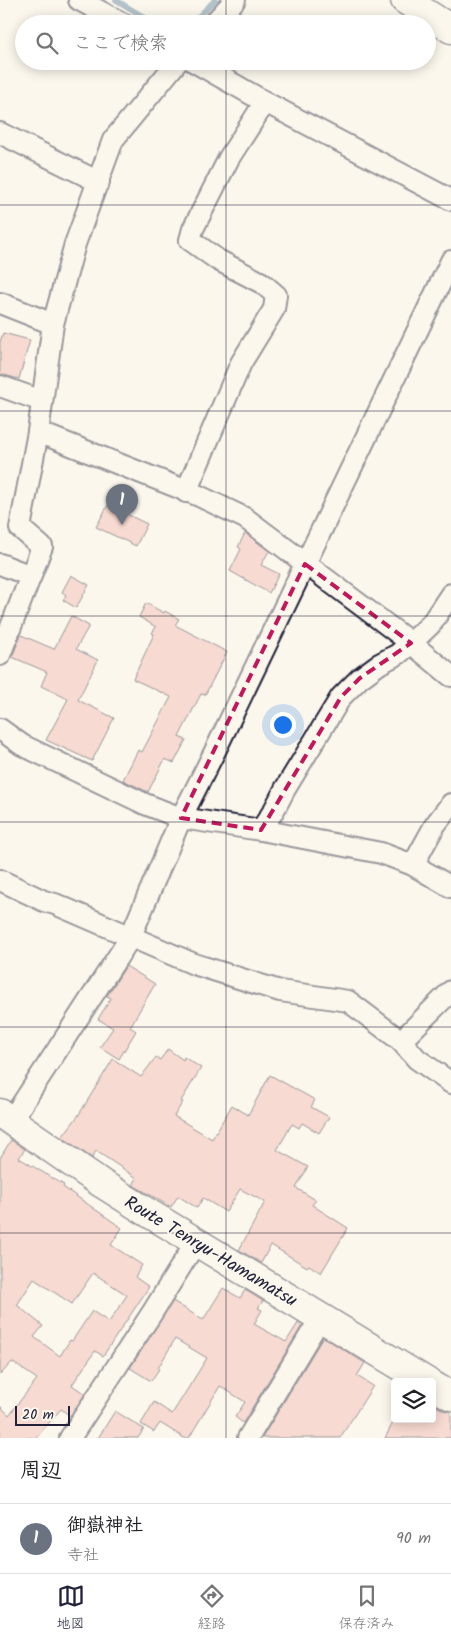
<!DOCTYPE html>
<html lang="ja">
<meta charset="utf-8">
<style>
:root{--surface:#fff;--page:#f6f6f6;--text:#202124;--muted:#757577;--line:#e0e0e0;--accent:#22223b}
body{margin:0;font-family:Kalam,"Klee One",sans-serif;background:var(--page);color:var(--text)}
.controls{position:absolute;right:15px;bottom:15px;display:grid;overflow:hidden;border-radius:5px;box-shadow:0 2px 12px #0003}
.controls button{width:45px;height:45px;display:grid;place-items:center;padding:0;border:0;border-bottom:1px solid var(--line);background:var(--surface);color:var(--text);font:25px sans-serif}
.scale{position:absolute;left:15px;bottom:12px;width:55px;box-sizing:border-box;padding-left:5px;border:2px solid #22223b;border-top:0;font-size:14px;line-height:18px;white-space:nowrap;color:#22223b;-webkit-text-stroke:4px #fbf7ec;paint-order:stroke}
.you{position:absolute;left:282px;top:724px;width:18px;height:18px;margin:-12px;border:4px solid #fff;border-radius:50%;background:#1a73e8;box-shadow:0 0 0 8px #1a73e833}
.badge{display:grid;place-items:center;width:32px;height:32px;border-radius:50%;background:var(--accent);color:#fff;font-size:16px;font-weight:700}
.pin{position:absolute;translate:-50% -41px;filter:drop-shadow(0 1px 2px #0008)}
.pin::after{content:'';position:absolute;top:26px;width:18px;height:15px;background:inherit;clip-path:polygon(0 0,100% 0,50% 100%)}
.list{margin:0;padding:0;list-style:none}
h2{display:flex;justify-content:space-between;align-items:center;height:65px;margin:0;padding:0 20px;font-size:21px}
h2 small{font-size:16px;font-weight:400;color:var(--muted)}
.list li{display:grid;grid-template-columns:32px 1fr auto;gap:15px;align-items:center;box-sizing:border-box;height:70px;padding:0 20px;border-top:1px solid var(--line)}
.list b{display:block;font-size:19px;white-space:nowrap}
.list p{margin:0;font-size:16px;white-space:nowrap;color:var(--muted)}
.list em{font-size:16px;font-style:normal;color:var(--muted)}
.icon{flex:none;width:28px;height:28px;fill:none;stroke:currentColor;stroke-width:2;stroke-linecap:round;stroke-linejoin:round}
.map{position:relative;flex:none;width:451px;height:1438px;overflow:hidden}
.search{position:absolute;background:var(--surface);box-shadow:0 2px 12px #0003;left:15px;right:15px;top:15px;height:55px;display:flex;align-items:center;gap:12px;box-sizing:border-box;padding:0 18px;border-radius:28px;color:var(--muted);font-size:19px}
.sheet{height:135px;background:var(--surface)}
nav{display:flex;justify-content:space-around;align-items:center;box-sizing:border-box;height:70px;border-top:1px solid var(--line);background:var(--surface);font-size:14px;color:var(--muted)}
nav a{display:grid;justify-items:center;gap:2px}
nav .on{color:var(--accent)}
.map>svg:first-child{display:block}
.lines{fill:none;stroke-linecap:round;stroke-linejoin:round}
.stream{stroke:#5c83a0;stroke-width:5.5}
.building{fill:#f1b6af;stroke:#22223b;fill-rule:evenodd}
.street-casing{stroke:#22223b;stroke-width:24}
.secondary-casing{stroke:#22223b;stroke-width:31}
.primary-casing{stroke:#22223b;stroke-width:31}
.street{stroke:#fbf7ec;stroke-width:20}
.secondary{stroke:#fbf7ec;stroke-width:28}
.primary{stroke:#fbf7ec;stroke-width:28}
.marked{fill:none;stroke:#c2185b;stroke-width:4;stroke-dasharray:10 6;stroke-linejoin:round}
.grid{fill:none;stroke:#22223b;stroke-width:1;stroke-opacity:0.55}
.labels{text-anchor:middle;stroke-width:4;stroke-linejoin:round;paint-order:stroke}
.street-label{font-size:18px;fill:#22223b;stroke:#fbf7ec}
</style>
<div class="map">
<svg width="451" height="1438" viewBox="0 0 451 1438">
<rect width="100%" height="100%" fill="#fbf7ec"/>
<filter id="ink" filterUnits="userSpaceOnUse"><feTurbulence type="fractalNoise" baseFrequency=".02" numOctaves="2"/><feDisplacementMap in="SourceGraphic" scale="10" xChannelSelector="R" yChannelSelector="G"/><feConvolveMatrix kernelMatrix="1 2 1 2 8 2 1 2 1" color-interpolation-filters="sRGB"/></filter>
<g filter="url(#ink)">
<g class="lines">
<g class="stream">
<polyline points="116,0 156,24"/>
<polyline points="191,24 215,0"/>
</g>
</g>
<g class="building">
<polygon points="3,333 30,340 19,379 0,374 0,342"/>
<polygon points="108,505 147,524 136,546 96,527"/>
<polygon points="245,533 269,551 261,565 279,574 269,593 230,571 241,549 238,547"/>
<polygon points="71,575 89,585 76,608 63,600 66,595 62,592"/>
<polygon points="146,603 164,613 165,611 179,619 175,625 227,652 205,695 201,694 179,737 186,740 174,763 165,759 148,792 123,780 138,750 142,752 171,697 133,679 154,634 152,633 156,627 139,617"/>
<polygon points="71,616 89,626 76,649 98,660 78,700 114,718 92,761 46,740 68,699 41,686 47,672 12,657 21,635 54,649"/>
<polygon points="126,966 155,984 130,1027 136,1031 119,1059 100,1047 113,1028 98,1019 111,998 107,996"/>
<polygon points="168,1049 183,1060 184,1057 201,1068 181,1101 183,1102 174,1116 212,1139 232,1105 248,1115 270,1075 315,1100 311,1107 329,1117 319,1133 302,1123 299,1128 292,1124 277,1150 308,1167 296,1188 316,1200 312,1205 348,1228 321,1273 309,1265 307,1267 271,1245 261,1263 239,1250 265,1202 240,1189 226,1212 203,1198 197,1208 178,1196 171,1207 133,1185 137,1178 96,1151 92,1158 62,1137 78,1116 113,1059 141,1077 156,1057 160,1060"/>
<path d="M11,1140L25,1149L19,1158L64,1185L63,1187L122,1228L111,1245L142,1265L135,1277L149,1287L103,1356L95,1351L72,1385L85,1394L70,1416L61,1409L36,1438H0V1406L9,1415L37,1379L12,1362L0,1375V1158ZM93,1273L127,1295L109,1322L92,1311L72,1341L70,1340L60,1356L34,1337L43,1326L17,1305L34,1279L72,1304Z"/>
<polygon points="223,1288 240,1298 245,1290 263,1301 258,1308 262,1310 254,1324 286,1342 298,1323 302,1326 243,1423 235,1417 245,1402 220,1386 189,1438 184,1438 160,1423 154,1432 141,1424 154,1402 172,1414 207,1358 175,1339 158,1368 159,1369 151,1381 130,1368 173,1301 203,1320"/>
<polygon points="323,1337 365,1363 357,1376 373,1386 340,1438 262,1438"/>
<polygon points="432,1403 443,1410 451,1412 451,1438 385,1438 395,1419 432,1419"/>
<polygon points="115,1411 144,1429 138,1438 98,1438"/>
</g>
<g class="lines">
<g class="street-casing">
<g id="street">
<polyline points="79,0 124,24"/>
<polyline points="213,24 235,0"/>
<polyline points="193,61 265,102 451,200"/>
<polyline points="0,133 99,182"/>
<polyline points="0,303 53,324 38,432 197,495 245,518 411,643 451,676"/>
<polyline points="53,324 75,244 113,140 178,61"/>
<polyline points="0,386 42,401"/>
<polyline points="186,492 241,363 274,309 276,295 262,283 218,260 190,240 193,229 229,158 265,102"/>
<polyline points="0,564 31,576"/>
<polyline points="0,655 42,547 20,528 38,432"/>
<polyline points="0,729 22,745 145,804 181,818 261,830 381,853 413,865 451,887"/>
<polyline points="261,830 274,810 285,789 341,697 360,678 379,664 398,654 411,643 431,624 451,594"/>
<polyline points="413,865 435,825 451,804"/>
<polyline points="0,880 44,901 55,904 194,964 280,991 348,1001 401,1041"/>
<polyline points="451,991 401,1041 417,1059 451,1083"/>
<polyline points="11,1121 130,938 181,818 215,751 451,261"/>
<polyline points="70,1438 152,1313 196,1242"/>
<polyline points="248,1438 321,1317"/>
</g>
</g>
<g class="secondary-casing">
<polyline id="secondary" points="405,0 451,29"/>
</g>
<g class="primary-casing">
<g id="primary">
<polyline points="0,1113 101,1183 147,1212 427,1382"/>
<polyline points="432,1385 451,1396"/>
</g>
</g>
<use href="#street" class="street"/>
<use href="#secondary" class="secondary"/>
<use href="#primary" class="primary"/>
</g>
</g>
<path d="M0 0H451V1438H0ZM305,564L411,643L360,678L341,697L261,830L181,818Z" fill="#fbf7ec" fill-opacity=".55" fill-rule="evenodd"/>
<path class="marked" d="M305,564L411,643L360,678L341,697L261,830L181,818Z"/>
<path class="grid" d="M226,0V24M226,61V1438M0,205H451M0,411H451M0,616H451M0,822H451M0,1027H451M0,1233H451"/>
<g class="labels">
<g class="street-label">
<text transform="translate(211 1251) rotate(31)" y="6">Route Tenryu-Hamamatsu</text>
</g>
</g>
</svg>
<div class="controls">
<button><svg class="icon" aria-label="layers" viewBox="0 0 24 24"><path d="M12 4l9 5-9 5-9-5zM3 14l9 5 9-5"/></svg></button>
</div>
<div class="scale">20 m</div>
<div class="you"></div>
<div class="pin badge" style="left:122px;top:525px;background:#6b7280">1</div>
<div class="search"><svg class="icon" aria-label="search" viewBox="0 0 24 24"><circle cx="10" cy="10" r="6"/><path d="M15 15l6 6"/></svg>ここで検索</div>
</div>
<section class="sheet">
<h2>周辺<small></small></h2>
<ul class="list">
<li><span class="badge" style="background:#6b7280">1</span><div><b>御嶽神社</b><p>寺社</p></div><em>90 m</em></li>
</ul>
</section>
<nav>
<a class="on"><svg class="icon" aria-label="map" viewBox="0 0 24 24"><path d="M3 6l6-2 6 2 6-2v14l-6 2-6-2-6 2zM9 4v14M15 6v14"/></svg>地図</a>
<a><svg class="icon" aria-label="directions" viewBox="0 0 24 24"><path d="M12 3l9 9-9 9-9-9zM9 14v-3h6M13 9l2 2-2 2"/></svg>経路</a>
<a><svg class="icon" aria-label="saved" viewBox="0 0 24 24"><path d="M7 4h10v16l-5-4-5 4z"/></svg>保存済み</a>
</nav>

Your assignment >> Scan the records for the string "white". Copy each line in which it appears.

Task solution >>
.scale{position:absolute;left:15px;bottom:12px;width:55px;box-sizing:border-box;padding-left:5px;border:2px solid #22223b;border-top:0;font-size:14px;line-height:18px;white-space:nowrap;color:#22223b;-webkit-text-stroke:4px #fbf7ec;paint-order:stroke}
.list b{display:block;font-size:19px;white-space:nowrap}
.list p{margin:0;font-size:16px;white-space:nowrap;color:var(--muted)}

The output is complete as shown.